_INSTRUCTIONS TO FOLLOW_
Across the data below, how many lines have the word "down" in them? Give the number and nothing else.
[[ RECORD EXCERPTS open ]]
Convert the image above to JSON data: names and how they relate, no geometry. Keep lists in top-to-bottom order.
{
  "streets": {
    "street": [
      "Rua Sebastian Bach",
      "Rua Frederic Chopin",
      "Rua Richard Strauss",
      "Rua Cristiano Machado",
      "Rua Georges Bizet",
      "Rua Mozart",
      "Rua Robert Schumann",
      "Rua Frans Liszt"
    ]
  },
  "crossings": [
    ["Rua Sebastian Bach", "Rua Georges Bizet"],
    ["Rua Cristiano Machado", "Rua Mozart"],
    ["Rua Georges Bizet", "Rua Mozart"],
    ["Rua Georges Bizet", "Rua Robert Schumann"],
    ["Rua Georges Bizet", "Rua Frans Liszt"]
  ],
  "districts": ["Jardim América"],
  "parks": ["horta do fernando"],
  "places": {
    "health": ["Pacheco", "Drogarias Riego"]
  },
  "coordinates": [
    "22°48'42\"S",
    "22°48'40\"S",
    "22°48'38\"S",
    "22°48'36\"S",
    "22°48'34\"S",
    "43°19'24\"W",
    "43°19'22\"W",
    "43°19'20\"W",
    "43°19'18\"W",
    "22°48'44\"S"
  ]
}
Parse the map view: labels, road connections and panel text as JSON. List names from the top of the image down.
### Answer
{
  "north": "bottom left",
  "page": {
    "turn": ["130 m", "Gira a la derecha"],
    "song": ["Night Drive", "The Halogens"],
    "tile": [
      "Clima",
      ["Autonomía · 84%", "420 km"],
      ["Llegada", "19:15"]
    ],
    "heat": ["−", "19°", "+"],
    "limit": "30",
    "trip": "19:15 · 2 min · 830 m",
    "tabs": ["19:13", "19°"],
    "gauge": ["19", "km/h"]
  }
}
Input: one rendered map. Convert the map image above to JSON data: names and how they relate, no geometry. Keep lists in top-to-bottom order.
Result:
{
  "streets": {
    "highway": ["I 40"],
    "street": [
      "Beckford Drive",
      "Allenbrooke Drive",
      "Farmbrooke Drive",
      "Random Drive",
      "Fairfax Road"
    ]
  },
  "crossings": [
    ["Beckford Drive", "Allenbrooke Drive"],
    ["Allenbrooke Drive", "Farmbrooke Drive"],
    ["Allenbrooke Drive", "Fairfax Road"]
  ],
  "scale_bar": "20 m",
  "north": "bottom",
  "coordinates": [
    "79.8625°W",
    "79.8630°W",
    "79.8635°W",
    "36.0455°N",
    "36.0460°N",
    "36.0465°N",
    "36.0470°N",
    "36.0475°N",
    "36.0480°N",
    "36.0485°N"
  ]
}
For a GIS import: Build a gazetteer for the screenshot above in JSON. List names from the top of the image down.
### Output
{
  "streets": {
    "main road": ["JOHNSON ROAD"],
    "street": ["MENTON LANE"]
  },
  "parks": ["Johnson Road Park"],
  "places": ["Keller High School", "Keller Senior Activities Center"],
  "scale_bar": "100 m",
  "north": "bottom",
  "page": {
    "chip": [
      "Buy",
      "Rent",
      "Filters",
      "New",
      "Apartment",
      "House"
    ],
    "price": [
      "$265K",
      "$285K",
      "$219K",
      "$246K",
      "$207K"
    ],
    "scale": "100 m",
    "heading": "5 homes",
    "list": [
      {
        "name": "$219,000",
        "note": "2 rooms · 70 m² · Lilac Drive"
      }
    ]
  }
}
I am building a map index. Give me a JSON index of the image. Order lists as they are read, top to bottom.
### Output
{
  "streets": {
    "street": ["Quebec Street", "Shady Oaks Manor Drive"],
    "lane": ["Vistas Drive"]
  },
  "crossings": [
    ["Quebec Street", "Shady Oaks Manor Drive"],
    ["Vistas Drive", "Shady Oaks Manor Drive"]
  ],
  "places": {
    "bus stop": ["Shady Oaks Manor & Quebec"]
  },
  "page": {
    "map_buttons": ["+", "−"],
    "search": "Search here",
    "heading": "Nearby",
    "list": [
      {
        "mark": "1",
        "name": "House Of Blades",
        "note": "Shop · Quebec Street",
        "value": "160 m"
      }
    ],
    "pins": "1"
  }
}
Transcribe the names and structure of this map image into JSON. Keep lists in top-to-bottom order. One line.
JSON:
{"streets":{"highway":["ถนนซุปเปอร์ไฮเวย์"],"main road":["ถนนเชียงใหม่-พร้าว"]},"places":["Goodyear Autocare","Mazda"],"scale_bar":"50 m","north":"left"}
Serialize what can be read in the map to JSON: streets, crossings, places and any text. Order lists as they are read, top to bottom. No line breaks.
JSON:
[[ RECORD EXCERPTS closed ]]
_TASK OUTPUT_
2